▸ **Instructions for the task**
From the entries below, return exactly the lines beginning at the one that contains "3l9 9-9 9-9-9zM9" and ending at the one that contains "4h4l2 5-3 2q2", both of them included, and only those lines.

▸ **Data shown**
((

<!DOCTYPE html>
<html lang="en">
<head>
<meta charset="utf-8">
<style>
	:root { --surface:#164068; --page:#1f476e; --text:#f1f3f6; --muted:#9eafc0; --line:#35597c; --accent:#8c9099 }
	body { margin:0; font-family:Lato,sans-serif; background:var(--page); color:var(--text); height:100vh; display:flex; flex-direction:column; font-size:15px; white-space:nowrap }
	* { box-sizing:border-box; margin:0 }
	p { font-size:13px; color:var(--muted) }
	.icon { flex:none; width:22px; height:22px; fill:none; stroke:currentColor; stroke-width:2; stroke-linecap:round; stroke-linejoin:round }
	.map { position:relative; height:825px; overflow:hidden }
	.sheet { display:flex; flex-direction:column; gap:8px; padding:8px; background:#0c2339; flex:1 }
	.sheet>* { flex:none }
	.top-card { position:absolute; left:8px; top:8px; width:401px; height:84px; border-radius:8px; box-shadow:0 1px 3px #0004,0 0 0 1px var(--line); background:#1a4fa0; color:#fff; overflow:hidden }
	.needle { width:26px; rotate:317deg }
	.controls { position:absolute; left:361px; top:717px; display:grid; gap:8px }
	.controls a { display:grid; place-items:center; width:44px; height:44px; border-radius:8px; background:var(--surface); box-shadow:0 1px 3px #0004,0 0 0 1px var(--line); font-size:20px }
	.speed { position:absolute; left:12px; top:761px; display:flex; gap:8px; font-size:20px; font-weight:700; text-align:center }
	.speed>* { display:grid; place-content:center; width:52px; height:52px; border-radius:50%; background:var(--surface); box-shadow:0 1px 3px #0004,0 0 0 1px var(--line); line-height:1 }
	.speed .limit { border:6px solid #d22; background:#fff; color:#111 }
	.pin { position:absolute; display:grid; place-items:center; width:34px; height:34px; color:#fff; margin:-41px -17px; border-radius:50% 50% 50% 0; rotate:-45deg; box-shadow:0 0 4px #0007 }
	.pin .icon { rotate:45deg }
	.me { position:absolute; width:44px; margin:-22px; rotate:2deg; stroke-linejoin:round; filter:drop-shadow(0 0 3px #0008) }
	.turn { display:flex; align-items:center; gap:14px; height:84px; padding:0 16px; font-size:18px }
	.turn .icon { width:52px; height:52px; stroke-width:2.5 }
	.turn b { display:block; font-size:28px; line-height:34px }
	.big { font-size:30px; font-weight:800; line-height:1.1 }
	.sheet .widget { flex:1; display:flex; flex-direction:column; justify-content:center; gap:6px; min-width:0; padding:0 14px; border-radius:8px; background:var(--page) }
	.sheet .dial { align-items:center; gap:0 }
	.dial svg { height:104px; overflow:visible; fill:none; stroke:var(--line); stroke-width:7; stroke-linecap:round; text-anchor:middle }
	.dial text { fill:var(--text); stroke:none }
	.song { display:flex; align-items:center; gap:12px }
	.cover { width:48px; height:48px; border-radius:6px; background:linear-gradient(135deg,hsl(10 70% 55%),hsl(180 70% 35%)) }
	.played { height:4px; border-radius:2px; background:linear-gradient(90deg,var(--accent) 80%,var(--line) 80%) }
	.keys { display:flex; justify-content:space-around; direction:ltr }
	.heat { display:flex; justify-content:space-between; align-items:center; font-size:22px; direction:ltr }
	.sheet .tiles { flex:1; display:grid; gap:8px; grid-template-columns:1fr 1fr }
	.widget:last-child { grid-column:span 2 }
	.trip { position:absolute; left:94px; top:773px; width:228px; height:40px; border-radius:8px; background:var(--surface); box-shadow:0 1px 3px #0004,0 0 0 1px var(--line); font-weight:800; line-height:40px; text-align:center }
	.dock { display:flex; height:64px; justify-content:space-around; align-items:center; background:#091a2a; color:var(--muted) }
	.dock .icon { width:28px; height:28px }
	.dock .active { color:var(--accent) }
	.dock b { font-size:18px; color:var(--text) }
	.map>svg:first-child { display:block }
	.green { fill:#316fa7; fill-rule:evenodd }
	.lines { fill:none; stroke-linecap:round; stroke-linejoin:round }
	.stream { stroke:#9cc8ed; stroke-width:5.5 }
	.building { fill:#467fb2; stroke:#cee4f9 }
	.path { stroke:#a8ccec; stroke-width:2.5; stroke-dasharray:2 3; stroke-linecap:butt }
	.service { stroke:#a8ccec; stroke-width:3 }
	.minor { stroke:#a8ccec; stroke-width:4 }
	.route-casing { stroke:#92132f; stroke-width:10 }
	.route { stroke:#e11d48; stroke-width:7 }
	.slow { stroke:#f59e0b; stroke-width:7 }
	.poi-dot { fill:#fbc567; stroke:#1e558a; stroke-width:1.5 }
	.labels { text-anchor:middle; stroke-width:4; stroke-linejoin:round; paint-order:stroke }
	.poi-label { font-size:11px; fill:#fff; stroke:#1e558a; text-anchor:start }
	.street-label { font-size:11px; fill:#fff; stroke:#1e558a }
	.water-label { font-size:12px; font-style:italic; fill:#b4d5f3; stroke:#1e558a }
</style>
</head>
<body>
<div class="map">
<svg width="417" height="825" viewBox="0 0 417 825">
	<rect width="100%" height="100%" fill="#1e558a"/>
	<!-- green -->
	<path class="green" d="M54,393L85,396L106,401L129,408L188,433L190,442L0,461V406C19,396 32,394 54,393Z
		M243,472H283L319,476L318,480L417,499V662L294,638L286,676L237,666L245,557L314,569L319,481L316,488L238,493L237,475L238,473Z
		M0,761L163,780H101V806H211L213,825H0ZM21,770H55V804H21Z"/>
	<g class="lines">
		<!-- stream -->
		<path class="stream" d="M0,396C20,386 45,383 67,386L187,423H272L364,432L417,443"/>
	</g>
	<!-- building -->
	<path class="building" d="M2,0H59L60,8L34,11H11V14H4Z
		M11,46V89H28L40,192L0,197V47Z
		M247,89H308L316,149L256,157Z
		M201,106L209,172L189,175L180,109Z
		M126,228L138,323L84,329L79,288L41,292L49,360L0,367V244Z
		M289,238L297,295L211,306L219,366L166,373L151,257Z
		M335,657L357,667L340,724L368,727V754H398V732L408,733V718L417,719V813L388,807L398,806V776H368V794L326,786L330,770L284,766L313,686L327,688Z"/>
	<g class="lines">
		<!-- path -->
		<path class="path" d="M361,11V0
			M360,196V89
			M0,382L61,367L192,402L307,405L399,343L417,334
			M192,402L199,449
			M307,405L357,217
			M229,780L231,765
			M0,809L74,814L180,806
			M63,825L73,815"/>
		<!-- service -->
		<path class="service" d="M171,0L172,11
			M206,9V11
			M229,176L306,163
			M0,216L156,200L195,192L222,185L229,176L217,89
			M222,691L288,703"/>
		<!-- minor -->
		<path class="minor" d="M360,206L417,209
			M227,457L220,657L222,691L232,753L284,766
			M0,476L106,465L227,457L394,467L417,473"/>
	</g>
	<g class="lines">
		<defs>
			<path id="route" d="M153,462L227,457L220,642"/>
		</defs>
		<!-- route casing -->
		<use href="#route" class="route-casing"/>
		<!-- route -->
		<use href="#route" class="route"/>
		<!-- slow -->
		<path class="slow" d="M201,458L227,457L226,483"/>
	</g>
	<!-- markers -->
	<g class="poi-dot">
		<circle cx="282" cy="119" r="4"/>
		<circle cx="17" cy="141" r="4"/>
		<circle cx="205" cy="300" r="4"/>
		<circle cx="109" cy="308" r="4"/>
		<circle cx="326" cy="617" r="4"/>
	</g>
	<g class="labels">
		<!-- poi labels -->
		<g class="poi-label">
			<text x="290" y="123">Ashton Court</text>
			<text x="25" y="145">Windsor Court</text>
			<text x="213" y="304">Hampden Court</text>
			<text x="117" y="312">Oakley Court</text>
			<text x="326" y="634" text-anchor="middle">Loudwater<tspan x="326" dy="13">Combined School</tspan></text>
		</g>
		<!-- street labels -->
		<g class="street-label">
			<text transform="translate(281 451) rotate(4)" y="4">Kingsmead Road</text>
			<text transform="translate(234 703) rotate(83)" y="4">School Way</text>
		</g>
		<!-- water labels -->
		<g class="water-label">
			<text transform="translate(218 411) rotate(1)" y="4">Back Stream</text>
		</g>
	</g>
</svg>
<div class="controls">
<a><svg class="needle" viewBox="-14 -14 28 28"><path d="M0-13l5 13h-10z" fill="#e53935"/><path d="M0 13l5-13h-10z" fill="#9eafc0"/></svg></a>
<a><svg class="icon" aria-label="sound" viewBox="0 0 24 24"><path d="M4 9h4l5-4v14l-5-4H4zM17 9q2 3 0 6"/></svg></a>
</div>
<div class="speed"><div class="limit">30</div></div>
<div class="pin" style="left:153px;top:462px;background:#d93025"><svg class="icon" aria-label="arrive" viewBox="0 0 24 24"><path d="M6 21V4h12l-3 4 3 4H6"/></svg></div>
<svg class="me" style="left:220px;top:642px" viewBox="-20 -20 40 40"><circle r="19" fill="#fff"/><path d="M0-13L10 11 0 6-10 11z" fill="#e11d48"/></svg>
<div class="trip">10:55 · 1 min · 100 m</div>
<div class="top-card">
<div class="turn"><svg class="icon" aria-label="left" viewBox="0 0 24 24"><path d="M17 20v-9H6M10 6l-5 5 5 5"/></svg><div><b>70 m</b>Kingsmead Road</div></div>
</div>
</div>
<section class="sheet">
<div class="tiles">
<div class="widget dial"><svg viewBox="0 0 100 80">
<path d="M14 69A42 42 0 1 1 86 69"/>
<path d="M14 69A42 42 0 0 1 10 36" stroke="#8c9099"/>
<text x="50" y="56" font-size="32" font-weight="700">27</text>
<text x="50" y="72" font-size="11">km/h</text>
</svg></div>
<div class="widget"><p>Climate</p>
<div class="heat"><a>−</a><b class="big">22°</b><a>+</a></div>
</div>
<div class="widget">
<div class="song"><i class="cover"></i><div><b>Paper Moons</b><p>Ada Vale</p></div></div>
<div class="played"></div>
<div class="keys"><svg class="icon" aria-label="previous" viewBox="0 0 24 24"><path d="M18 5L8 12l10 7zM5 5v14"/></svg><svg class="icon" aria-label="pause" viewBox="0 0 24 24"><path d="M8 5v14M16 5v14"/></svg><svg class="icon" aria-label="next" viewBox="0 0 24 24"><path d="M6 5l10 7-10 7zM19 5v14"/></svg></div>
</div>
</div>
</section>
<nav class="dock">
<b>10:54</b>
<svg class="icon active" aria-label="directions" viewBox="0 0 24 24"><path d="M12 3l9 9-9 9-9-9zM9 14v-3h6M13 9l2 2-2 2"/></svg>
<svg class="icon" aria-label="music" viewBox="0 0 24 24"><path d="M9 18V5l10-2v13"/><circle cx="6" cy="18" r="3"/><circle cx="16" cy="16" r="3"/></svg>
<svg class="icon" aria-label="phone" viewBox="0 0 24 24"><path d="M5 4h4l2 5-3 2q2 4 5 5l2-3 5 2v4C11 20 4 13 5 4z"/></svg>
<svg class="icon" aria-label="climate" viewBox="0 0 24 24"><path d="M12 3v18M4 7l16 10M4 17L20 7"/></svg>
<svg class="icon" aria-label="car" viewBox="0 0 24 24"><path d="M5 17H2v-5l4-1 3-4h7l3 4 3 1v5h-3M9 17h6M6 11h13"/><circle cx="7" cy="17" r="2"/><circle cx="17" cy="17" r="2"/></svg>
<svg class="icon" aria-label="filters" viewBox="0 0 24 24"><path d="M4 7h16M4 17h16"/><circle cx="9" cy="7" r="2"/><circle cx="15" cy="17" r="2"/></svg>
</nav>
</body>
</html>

))

▸ **Task result**
<svg class="icon active" aria-label="directions" viewBox="0 0 24 24"><path d="M12 3l9 9-9 9-9-9zM9 14v-3h6M13 9l2 2-2 2"/></svg>
<svg class="icon" aria-label="music" viewBox="0 0 24 24"><path d="M9 18V5l10-2v13"/><circle cx="6" cy="18" r="3"/><circle cx="16" cy="16" r="3"/></svg>
<svg class="icon" aria-label="phone" viewBox="0 0 24 24"><path d="M5 4h4l2 5-3 2q2 4 5 5l2-3 5 2v4C11 20 4 13 5 4z"/></svg>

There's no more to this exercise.